Adamsberg asintió. Completamente perdido. No habían pasado veinte minutos desde que había entrado en el cuarto de baño. Un hambre brutal hizo rugir su vientre.

– Si busca al chico, está en mi salón, curándose las manos.

46

El equipo de Danglard seguía a la ambulancia, el de Voisenet se encargaba de la investigación en la casa. Adamsberg había encontrado a Zerk sentado en el salón de la vecina, no más tranquilo que ante Paole, rodeado de cuatro policías arma en ristre. Tenía las manos envueltas en gruesos trapos que la señora Bourlant había sujetado con imperdibles.

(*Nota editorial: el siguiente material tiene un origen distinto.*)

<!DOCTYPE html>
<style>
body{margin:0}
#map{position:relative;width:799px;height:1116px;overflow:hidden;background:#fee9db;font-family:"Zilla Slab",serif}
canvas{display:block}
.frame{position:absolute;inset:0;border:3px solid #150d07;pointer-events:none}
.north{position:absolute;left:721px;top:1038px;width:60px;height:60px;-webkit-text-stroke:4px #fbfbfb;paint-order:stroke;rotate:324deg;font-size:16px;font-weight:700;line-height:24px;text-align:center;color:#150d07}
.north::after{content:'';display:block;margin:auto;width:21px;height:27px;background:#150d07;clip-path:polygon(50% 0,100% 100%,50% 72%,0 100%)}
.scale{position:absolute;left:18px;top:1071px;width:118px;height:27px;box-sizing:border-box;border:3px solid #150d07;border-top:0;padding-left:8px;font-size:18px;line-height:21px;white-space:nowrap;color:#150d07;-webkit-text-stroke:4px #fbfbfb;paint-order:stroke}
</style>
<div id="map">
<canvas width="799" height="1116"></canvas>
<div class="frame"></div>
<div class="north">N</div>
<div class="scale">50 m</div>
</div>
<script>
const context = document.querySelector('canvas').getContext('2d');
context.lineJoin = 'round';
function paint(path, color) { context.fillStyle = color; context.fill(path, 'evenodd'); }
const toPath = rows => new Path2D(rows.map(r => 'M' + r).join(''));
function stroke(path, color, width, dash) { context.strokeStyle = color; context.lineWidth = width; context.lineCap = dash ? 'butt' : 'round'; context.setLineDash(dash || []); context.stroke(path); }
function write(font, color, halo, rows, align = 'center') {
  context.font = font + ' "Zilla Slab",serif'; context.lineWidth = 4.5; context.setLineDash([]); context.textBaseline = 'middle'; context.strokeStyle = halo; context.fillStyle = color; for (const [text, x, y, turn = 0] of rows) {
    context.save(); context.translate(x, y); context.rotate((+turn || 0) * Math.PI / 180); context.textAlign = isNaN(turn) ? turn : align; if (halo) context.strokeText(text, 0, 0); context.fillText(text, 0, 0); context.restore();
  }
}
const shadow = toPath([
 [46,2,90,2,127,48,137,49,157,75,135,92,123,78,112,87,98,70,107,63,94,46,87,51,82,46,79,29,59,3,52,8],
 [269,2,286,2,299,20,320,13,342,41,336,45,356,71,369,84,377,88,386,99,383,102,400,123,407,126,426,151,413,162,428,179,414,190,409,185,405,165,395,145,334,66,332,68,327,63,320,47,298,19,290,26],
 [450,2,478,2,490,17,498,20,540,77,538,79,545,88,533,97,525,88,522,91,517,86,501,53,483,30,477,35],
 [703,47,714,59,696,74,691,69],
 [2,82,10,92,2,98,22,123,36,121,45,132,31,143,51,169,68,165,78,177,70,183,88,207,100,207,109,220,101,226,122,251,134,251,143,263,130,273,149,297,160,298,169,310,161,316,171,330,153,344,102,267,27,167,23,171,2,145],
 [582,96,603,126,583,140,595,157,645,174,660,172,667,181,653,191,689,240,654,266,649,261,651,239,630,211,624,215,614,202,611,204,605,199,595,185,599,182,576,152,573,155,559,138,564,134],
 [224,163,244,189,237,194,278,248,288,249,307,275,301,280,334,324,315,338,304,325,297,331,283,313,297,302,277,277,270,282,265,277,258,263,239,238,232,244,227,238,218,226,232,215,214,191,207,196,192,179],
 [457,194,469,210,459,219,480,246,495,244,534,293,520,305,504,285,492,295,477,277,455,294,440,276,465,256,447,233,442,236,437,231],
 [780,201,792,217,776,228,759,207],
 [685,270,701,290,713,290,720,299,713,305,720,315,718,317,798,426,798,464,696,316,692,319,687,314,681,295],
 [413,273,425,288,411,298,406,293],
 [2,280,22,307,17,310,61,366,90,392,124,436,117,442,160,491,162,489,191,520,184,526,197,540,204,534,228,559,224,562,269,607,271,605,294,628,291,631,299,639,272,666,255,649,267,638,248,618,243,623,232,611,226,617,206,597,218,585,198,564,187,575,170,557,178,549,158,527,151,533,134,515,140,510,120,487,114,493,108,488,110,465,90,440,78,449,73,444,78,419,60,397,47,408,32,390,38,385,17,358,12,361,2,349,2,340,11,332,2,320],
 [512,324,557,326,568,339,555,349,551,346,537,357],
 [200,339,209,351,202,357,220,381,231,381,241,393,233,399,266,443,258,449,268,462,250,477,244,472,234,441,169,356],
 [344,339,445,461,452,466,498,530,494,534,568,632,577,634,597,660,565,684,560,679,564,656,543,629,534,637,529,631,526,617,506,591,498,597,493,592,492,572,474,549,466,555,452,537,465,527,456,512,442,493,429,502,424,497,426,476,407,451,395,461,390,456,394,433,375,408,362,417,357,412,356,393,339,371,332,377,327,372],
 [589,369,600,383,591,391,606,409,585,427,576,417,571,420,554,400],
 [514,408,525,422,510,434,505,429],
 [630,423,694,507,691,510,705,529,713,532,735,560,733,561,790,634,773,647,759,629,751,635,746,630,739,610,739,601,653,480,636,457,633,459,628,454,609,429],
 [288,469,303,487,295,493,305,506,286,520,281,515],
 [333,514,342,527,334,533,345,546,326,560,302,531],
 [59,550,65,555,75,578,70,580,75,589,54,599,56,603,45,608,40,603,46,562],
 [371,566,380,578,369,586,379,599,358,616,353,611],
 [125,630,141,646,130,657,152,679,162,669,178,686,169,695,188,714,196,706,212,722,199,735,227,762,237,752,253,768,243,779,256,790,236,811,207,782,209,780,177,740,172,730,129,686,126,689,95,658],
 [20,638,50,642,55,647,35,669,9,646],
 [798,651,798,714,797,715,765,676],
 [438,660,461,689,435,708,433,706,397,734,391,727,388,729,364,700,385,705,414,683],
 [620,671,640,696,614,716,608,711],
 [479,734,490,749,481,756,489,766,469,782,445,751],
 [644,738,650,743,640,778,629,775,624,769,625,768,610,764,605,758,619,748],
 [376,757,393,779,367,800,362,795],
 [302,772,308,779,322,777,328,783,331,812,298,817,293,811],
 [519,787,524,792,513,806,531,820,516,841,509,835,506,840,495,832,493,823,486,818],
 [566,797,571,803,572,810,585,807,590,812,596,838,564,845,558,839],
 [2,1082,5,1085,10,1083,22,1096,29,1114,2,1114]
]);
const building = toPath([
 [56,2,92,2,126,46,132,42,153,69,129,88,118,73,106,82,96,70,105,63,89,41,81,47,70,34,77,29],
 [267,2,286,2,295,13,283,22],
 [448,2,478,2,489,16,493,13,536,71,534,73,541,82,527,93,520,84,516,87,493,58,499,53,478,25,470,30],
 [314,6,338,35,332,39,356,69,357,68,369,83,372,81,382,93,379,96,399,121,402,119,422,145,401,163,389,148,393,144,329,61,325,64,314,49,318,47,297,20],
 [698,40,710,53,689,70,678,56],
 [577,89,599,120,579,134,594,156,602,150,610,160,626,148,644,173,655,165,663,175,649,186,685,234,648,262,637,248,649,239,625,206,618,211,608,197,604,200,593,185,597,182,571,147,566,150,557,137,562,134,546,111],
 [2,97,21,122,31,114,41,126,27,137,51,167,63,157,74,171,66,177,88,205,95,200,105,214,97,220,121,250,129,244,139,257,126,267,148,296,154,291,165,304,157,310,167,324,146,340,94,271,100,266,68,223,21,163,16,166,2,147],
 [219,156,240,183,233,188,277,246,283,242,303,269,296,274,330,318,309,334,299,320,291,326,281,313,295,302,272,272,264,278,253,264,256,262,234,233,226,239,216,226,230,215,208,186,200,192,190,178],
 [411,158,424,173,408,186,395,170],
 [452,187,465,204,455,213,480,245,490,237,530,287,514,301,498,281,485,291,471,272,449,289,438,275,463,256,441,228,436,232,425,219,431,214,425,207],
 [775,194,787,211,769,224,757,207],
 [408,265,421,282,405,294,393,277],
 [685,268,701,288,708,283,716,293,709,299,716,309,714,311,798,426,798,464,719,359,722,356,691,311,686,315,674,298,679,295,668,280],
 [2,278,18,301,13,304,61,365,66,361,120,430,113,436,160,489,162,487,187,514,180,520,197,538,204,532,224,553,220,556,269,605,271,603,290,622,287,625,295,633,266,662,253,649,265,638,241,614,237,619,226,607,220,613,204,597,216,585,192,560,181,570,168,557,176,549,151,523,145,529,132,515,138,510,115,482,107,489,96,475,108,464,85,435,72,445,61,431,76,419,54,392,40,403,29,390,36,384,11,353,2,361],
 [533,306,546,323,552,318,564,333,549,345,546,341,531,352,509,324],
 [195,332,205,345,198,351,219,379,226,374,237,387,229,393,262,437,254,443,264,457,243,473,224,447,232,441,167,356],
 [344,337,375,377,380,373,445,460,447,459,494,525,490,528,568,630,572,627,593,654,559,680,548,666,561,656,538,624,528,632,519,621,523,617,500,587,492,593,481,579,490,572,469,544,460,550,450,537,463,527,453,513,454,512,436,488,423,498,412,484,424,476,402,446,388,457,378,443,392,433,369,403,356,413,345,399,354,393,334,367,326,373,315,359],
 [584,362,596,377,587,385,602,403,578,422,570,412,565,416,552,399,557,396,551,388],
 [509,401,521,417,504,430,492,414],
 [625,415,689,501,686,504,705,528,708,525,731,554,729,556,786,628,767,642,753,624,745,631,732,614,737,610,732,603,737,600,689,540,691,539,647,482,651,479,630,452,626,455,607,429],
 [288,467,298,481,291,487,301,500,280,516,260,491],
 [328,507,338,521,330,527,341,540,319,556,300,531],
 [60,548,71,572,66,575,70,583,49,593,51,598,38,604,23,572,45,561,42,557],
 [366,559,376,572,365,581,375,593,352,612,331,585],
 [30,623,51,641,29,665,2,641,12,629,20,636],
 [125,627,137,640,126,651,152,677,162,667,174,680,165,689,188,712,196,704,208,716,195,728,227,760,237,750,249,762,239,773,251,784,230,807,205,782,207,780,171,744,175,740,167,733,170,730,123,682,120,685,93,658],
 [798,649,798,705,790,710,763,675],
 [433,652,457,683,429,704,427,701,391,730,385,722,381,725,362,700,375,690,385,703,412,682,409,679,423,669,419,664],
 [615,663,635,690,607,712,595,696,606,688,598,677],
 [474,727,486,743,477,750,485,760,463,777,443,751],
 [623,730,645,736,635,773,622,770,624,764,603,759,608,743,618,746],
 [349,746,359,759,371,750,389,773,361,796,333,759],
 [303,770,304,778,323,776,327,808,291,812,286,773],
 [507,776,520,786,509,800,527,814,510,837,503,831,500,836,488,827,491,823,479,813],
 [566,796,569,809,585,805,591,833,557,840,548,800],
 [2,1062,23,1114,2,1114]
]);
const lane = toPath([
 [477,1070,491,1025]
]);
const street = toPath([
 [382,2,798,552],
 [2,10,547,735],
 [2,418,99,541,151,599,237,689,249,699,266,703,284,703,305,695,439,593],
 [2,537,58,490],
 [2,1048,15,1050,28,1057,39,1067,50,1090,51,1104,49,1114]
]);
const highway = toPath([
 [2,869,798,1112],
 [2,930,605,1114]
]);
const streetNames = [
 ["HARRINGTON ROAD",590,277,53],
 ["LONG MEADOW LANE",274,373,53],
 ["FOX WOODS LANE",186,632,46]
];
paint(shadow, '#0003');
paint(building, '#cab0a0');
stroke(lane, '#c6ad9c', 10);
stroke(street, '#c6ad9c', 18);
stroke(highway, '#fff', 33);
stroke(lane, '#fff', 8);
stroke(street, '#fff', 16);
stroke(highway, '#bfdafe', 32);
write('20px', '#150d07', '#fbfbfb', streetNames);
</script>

– De él -dijo Adamsberg levantando a Zerk por un brazo- me encargo yo. Un antidolor, señora Bourlant, ¿tiene eso?

Le había hecho tomarse dos pastillas y lo había empujado delante de sí hasta el coche.

– Ponte el cinturón.

– No puedo -dijo Zerk enseñando las manos vendadas.

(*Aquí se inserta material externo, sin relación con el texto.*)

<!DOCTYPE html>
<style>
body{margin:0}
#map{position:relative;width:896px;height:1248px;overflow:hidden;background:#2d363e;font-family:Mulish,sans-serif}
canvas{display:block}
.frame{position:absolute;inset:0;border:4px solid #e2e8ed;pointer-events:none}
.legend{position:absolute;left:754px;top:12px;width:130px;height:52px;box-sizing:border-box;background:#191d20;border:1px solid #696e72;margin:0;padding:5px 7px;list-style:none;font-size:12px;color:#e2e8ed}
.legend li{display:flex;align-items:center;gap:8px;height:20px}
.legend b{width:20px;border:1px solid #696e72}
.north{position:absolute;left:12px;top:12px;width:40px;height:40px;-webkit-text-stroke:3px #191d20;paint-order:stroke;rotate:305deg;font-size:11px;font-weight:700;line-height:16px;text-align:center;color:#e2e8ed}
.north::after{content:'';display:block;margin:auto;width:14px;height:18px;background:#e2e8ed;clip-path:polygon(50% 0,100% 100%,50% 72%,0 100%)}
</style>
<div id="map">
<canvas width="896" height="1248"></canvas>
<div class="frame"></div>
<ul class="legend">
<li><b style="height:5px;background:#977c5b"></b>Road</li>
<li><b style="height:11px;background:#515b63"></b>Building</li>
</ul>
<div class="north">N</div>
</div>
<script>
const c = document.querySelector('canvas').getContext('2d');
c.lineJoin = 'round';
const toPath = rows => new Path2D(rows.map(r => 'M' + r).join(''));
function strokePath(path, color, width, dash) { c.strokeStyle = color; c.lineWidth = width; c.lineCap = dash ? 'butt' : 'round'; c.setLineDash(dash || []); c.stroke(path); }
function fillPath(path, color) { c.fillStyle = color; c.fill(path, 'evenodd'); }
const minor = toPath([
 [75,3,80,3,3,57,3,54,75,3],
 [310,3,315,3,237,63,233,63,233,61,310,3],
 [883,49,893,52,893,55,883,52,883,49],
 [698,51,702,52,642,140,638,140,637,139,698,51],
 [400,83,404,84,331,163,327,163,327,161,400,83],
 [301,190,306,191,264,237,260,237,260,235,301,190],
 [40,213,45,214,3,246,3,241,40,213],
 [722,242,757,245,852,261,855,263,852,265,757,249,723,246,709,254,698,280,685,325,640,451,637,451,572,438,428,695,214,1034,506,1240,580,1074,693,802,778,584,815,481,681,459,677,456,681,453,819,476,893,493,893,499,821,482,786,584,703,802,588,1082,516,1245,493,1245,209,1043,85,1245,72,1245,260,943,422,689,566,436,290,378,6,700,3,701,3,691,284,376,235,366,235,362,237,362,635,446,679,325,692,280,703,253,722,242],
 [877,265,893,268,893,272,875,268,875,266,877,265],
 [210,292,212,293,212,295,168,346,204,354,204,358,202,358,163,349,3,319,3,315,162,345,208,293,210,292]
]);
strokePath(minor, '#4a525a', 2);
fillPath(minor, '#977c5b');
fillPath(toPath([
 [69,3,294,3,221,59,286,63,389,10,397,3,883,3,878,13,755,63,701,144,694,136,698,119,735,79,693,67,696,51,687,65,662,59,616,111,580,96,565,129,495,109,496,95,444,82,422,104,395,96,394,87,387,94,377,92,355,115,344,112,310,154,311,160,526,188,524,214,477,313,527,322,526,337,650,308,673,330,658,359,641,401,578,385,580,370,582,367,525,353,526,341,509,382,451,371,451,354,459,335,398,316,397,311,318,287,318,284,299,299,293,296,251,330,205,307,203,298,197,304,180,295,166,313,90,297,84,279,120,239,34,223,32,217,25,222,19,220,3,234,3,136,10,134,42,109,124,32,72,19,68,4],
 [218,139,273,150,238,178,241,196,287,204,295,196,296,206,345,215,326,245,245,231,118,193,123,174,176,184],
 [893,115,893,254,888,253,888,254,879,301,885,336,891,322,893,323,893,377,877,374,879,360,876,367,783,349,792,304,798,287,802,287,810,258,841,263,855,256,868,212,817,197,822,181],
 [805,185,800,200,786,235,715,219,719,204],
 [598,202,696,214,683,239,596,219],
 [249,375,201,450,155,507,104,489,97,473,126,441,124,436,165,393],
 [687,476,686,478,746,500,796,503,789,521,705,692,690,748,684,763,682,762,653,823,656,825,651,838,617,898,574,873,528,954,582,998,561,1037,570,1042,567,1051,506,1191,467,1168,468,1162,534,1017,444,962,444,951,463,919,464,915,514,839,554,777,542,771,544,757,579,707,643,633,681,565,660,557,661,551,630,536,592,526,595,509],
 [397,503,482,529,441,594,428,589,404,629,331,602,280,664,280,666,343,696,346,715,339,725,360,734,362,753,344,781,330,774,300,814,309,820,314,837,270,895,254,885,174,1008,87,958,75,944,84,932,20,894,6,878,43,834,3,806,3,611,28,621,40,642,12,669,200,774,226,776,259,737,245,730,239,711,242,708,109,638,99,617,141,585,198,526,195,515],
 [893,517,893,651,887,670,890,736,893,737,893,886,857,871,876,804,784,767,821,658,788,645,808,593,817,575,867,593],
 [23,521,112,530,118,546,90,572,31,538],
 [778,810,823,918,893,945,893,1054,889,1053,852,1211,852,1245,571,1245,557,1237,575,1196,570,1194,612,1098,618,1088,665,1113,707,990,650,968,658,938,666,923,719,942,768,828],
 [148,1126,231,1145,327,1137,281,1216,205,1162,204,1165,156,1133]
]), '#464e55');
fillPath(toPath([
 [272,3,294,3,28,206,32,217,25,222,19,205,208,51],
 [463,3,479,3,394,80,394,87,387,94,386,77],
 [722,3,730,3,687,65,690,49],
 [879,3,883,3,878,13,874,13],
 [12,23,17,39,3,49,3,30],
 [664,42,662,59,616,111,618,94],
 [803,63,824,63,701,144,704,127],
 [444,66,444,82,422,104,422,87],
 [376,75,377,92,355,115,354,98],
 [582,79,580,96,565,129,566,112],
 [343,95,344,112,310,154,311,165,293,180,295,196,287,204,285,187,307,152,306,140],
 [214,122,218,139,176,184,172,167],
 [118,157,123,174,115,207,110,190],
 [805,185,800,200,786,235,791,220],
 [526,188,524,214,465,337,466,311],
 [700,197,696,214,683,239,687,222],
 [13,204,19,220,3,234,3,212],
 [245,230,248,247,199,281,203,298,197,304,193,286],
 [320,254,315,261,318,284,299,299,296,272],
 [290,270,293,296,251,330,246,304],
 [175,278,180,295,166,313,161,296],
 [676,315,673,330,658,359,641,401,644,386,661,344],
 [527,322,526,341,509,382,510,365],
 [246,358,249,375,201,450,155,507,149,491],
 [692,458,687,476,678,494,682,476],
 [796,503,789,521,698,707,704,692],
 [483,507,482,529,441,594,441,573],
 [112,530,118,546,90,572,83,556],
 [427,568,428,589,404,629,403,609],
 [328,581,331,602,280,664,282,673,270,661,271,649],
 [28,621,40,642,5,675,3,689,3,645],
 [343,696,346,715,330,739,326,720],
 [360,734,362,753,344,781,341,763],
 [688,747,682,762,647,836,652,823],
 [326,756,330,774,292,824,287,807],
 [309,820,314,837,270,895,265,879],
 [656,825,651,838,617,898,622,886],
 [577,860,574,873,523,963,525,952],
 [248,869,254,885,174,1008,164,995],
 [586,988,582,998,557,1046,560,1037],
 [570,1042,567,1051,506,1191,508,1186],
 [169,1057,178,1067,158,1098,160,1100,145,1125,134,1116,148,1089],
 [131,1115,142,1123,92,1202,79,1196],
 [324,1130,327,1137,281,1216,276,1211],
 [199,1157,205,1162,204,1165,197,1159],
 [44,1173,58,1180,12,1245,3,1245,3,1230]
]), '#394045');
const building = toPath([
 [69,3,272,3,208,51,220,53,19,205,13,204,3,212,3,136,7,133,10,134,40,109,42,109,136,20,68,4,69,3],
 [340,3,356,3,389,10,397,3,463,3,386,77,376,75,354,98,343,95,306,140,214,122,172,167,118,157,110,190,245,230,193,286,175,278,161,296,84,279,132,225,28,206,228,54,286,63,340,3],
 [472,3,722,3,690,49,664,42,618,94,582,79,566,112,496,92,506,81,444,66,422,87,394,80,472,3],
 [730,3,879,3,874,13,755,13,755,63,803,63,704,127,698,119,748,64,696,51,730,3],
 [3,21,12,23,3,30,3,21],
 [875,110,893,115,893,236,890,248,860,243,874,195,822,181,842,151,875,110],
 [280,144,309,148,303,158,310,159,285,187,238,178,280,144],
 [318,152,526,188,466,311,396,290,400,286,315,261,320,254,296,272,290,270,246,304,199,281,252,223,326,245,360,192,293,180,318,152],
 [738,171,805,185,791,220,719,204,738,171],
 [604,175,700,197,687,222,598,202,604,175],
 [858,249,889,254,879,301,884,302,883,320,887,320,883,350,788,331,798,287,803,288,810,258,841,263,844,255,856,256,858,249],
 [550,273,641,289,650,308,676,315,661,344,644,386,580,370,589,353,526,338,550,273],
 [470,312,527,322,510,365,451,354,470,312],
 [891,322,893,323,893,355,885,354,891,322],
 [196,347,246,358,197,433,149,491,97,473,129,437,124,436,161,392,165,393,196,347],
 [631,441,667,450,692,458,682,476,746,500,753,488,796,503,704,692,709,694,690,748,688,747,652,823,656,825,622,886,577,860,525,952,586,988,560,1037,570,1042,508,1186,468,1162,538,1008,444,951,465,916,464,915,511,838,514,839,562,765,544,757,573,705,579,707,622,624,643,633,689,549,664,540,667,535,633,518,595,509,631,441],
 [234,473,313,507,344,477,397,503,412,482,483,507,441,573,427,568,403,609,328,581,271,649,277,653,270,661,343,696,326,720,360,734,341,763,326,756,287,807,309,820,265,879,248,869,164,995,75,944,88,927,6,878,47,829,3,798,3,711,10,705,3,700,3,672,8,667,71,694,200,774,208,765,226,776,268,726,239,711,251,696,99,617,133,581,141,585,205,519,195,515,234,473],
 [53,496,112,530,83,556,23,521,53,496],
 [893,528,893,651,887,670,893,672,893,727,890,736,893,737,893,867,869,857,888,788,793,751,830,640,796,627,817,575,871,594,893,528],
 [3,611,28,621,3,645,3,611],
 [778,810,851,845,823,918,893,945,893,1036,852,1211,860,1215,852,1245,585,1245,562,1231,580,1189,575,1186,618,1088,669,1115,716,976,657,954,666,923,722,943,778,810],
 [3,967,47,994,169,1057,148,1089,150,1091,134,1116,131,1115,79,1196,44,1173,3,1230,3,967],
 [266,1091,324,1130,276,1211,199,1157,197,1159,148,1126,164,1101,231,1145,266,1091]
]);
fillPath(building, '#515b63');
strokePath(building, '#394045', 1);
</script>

Adamsberg asintió, tiró del cinturón, lo abrochó. Zerk se dejaba hacer, mudo, traumatizado, como estúpido. Adamsberg conducía en silencio, eran casi las cinco de la madrugada, iba a amanecer. Dudaba. Limitarse al caso, técnicamente, o abordar las cosas a bocajarro. Una tercera solución, la que le sugería Danglard, era arribar con sutileza y elegancia. A la inglesa al fin y al cabo. Pero no estaba equipado para practicar ese tipo de arribada. Vagamente desanimado, un poco exhausto, dejaba ir el coche. ¿Qué más daba hablar o no hablar? ¿De qué servía y con qué objeto? Podía dejar a Zerk irse hacia su vida sin pestañear. Podía llevarlo hasta el fin del mundo sin decirle una sola palabra. Podía dejarlo allí. Torpemente, con sus manos vendadas, Zerk había sacado un cigarrillo. Ahora era incapaz de encenderlo. Adamsberg suspiró, hundió el encendedor del coche y se lo ofreció. Con una mano cogió el segundo móvil. Weill lo llamaba.

– ¿Lo despierto, comisario?

– No me he acostado.

– Yo tampoco. Nolet ha encontrado al testigo, un compañero de clase de Françoise Chevron y de Emma. Ha echado el guante a Carnot hace media hora. Se dirigía armada al piso del compañero.